By way of example, the timing between impulses is particularly relevant to vibrational energy harvesters utilized in systems such as a tire pressure monitoring system (TPMS), where the harvester experiences impulses as the tire flexes during its rolling motion on the road. When a portion of the tread of the tire where the harvester is located contacts the road surface, that portion of the tire is forced into a short flat shape, which in turn results in a change in the acceleration profile for the harvester, which is attached to the perimeter of the tire. This change in the radial acceleration of the tire is explained in K. B. Singh et al., “Piezoelectric Vibration Energy Harvesting System With An Adaptive Frequency Tuning Mechanism For Intelligent Tires,” Mechantronics 22:970-88 (2012), which is hereby incorporated by reference in its entirety.
For the majority of the tire's rotational period, there is a relatively constant centripetal acceleration for a portion of the tire located at the perimeter of the tire. When that portion of the tire initially contacts the road surface, there is an initial increase in radial acceleration. The initial increase in acceleration is then followed by an abrupt drop in radial acceleration to zero. The abrupt drop to zero provides a first impulse to the vibrational energy harvester, exciting motion of the resonator beam.

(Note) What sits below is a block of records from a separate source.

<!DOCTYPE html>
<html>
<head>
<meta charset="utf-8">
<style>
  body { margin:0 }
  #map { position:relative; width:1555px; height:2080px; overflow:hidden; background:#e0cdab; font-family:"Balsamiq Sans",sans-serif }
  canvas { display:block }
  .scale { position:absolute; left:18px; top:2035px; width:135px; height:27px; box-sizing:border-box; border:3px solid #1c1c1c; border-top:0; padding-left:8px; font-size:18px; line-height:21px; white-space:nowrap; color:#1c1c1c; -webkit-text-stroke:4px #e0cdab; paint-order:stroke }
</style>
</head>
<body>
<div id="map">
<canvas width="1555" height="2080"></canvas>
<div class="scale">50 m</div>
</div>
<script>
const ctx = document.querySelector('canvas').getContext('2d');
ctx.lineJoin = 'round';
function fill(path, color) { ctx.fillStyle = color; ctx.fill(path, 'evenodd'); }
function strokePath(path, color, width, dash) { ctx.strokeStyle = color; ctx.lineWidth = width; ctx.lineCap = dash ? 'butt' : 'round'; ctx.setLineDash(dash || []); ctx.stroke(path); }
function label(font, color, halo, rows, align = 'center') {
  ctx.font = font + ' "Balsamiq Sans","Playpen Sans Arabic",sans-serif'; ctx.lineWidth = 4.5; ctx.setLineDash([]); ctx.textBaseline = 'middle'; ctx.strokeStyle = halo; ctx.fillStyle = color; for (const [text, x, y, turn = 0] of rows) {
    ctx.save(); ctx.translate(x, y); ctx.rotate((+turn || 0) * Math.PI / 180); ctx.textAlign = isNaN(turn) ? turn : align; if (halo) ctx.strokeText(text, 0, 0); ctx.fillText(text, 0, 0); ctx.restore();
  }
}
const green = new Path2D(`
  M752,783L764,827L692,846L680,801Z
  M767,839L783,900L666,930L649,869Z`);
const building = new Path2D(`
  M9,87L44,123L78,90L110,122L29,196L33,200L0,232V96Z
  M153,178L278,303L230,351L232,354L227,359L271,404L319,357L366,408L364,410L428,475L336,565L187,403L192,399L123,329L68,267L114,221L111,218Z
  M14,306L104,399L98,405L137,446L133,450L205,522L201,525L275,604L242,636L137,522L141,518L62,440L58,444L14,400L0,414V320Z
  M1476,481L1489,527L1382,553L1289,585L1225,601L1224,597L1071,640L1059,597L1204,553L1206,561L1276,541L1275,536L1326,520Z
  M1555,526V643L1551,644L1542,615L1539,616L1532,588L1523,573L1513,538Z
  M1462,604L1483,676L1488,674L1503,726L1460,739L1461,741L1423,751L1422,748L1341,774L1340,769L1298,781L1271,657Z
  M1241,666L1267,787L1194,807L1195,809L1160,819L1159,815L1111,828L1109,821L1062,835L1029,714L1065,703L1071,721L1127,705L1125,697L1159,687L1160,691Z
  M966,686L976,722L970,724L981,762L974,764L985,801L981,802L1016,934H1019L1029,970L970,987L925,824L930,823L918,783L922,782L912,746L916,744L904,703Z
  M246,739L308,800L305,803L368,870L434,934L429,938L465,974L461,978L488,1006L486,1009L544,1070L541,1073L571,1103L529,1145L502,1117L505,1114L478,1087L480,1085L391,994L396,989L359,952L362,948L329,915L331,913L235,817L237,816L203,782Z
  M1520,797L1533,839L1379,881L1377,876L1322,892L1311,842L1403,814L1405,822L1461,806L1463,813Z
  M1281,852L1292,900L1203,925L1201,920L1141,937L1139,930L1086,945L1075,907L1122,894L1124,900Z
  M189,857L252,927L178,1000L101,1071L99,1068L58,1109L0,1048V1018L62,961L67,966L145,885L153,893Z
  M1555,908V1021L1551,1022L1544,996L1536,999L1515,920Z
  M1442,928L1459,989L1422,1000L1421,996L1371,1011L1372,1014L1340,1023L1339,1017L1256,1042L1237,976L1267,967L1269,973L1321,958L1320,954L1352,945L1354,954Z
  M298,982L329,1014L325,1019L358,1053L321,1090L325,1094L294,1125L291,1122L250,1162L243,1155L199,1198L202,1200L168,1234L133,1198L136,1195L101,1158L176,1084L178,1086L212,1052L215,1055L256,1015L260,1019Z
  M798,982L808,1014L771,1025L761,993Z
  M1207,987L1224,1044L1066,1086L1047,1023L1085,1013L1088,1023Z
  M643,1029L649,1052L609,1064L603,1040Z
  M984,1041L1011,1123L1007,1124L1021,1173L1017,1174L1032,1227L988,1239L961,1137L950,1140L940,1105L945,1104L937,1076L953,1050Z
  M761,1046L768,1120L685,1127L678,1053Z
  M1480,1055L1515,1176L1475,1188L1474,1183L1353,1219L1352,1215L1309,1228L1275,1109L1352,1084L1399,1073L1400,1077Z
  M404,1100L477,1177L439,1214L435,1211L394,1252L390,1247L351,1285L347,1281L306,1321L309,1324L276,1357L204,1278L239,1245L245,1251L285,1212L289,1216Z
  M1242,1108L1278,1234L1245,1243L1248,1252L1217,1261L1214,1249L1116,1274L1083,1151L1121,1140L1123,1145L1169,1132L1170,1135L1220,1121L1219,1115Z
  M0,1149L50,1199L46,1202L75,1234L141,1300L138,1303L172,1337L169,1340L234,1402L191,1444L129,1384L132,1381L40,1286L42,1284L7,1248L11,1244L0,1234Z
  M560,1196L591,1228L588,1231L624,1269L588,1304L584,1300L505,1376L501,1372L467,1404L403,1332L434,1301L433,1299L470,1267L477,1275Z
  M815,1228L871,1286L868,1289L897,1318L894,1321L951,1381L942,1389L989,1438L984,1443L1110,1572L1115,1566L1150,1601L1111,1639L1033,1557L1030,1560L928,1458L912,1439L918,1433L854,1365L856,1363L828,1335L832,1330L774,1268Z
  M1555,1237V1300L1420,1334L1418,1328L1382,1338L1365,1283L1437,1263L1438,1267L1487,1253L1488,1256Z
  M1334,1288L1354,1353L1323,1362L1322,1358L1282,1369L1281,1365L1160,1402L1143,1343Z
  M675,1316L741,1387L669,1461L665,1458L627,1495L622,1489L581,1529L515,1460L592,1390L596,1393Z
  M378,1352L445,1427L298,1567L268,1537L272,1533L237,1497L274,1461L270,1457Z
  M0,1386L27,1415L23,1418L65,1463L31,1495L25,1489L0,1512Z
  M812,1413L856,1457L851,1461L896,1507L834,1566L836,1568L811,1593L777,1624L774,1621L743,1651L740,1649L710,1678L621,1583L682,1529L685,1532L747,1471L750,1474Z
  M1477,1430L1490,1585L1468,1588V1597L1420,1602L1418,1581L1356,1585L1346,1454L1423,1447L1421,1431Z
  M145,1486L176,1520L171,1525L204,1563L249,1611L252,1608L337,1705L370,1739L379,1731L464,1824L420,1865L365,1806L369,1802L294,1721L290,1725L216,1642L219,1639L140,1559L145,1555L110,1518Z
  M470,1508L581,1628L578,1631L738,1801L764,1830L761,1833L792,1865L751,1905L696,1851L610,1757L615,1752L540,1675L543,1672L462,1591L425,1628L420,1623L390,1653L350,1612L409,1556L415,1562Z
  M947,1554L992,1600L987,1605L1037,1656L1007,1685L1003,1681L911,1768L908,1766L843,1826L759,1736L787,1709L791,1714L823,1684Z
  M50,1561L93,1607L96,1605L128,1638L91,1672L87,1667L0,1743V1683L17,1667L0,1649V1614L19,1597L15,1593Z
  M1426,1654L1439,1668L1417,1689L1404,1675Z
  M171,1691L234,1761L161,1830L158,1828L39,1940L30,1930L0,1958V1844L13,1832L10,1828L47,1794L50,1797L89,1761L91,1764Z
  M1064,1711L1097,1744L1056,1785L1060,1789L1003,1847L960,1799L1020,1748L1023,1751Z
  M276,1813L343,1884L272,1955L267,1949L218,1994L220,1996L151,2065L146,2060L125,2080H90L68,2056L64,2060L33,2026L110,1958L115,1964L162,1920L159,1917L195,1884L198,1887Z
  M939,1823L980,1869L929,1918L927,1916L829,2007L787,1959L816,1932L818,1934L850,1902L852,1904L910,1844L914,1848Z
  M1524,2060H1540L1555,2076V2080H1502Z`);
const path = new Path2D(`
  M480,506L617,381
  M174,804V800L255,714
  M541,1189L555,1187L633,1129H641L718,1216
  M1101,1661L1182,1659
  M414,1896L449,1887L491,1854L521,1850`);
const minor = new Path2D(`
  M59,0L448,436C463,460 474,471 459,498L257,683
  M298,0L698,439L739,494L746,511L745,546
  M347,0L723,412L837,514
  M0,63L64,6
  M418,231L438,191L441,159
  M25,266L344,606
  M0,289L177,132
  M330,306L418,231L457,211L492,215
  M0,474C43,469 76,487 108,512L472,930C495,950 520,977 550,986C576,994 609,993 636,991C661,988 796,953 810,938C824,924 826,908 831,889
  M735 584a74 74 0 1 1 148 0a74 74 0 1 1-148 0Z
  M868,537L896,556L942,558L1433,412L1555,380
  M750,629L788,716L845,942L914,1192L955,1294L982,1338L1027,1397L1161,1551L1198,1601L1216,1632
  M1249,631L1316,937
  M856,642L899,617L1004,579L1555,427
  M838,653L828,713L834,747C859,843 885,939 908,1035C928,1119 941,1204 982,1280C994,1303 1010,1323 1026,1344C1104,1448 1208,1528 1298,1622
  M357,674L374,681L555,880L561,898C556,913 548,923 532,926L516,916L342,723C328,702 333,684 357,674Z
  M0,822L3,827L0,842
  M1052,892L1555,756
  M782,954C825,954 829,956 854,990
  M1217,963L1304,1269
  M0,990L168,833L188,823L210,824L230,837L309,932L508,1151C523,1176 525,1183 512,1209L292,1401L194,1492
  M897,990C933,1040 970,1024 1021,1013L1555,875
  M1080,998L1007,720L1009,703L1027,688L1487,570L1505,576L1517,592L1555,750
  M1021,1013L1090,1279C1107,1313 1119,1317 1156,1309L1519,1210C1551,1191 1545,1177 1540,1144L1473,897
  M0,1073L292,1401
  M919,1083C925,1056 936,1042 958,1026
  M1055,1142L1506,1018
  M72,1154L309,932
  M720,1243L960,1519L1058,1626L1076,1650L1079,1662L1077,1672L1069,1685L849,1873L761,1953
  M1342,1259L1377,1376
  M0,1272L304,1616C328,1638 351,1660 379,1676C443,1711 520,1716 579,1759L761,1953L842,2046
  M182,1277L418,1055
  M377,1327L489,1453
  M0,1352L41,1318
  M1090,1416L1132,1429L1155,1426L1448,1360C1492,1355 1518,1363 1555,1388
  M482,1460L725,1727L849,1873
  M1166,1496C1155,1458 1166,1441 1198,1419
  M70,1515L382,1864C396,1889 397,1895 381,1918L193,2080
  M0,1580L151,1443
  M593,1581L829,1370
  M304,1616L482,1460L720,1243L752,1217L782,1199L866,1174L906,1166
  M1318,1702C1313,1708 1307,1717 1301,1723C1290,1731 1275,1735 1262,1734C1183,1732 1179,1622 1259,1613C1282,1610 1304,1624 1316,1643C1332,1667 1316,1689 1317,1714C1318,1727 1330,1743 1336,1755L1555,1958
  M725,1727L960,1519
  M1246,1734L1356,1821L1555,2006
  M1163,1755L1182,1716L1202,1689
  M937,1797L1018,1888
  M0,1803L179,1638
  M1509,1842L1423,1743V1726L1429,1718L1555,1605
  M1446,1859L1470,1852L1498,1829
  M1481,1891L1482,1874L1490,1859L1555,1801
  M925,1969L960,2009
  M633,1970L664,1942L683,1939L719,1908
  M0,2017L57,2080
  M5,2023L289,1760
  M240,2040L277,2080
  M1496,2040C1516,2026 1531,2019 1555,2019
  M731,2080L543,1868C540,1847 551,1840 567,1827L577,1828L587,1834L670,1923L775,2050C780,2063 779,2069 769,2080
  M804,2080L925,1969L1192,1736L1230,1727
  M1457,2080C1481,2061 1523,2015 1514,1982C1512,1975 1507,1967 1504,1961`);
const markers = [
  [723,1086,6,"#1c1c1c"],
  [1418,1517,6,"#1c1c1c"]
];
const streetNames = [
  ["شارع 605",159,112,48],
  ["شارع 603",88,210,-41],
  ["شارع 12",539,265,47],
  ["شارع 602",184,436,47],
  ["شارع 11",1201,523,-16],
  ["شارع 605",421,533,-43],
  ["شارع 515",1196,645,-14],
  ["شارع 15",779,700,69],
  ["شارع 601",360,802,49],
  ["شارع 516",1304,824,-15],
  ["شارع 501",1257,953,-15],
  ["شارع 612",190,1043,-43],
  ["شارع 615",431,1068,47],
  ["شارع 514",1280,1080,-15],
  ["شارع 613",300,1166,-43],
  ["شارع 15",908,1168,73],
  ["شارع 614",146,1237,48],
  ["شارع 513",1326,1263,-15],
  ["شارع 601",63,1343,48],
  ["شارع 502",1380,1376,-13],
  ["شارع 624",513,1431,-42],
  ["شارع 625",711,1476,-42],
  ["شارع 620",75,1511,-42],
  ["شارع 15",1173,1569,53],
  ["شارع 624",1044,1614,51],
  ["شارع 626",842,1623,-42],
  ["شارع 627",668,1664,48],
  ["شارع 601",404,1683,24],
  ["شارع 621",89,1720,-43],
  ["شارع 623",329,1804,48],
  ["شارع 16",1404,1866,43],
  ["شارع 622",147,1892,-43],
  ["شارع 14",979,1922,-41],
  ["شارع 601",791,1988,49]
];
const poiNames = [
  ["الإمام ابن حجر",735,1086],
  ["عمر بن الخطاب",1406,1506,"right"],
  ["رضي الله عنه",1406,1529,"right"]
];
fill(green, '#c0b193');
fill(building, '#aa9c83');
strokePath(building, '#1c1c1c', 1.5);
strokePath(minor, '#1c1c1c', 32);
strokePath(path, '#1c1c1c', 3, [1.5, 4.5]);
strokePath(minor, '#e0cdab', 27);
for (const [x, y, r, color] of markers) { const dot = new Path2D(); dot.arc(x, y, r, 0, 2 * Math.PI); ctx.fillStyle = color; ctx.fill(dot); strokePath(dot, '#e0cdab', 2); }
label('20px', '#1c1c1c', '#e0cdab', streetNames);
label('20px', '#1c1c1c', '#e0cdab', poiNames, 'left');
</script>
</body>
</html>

The radial acceleration then remains at zero during the time it takes for the portion of the tire to rotate through its contact with the road surface. Once the portion of the tire rotates through its contact with the road surface, there is an abrupt positive enhancement in the radial acceleration, followed by a settling back to an equilibrium radial acceleration. The abrupt rise in radial acceleration back to or near equilibrium provides a second impulse to the vibrational energy harvester system. The second impulse will either enhance or suppress the vibration of the resonator beam excited by the first impulse, depending on the temporal width between the first and second pulses. The rotational speed of the tire and the circumference (or diameter) of the tire determine the temporal width. The vibration of the resonator beam, and thus the amount of energy harvested, can vary greatly depending on the speed of the vehicle. Therefore, it would be desirable to develop a piezoelectric energy harvester that provides a more consistent source of electrical energy in a system that is submitted to multiple impulses, such as in a TPMS.
The present invention is directed to overcoming these and other deficiencies in the art.